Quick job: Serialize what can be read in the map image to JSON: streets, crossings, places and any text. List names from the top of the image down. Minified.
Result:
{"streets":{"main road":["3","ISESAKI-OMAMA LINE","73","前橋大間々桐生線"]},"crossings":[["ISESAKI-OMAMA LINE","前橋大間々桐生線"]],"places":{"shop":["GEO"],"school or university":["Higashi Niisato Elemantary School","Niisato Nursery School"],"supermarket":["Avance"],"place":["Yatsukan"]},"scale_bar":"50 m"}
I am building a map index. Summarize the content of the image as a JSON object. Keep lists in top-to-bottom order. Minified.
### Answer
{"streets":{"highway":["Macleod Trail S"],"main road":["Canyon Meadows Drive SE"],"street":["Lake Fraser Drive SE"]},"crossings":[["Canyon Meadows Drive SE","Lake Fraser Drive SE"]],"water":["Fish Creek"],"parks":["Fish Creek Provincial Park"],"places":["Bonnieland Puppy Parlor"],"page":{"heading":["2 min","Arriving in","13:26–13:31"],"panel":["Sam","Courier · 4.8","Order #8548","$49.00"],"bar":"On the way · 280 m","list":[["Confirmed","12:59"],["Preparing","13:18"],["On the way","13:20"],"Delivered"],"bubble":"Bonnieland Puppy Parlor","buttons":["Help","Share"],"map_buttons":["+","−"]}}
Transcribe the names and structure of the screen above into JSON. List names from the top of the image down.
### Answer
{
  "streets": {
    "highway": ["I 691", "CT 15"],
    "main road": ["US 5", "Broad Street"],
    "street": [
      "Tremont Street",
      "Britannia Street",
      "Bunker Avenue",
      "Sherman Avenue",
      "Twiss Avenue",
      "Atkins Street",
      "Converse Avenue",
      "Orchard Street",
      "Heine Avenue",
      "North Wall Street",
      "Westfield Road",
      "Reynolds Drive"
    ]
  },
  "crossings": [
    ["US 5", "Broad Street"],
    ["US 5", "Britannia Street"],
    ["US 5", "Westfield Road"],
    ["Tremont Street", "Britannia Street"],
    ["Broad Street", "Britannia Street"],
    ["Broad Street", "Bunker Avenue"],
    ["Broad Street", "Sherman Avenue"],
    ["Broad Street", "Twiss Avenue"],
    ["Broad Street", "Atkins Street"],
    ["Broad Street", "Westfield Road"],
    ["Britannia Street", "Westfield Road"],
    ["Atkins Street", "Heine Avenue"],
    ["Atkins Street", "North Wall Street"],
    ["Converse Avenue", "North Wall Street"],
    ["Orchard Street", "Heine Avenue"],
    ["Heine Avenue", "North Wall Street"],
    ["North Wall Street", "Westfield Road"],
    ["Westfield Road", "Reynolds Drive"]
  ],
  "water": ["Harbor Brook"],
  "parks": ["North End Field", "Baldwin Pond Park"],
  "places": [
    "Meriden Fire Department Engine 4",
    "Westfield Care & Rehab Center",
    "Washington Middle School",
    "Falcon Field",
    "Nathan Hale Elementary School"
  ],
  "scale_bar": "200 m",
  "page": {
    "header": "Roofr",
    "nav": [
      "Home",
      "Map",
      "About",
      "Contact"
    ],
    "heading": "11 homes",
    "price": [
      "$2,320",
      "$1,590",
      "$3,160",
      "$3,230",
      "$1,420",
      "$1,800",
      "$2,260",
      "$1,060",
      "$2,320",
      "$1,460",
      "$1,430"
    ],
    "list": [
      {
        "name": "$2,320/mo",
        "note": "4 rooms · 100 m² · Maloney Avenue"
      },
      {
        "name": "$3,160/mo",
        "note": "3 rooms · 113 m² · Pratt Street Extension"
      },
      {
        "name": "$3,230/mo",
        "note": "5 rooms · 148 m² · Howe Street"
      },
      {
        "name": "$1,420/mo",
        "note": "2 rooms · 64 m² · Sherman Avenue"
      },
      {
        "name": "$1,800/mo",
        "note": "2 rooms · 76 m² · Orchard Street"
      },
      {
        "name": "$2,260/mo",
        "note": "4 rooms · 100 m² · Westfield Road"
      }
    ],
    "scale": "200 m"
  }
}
----
Goal of the exercise. Search the material for "water" and copy each matching line.

Written response.
{"streets":{"highway":["Macleod Trail S"],"main road":["Canyon Meadows Drive SE"],"street":["Lake Fraser Drive SE"]},"crossings":[["Canyon Meadows Drive SE","Lake Fraser Drive SE"]],"water":["Fish Creek"],"parks":["Fish Creek Provincial Park"],"places":["Bonnieland Puppy Parlor"],"page":{"heading":["2 min","Arriving in","13:26–13:31"],"panel":["Sam","Courier · 4.8","Order #8548","$49.00"],"bar":"On the way · 280 m","list":[["Confirmed","12:59"],["Preparing","13:18"],["On the way","13:20"],"Delivered"],"bubble":"Bonnieland Puppy Parlor","buttons":["Help","Share"],"map_buttons":["+","−"]}}
  "water": ["Harbor Brook"],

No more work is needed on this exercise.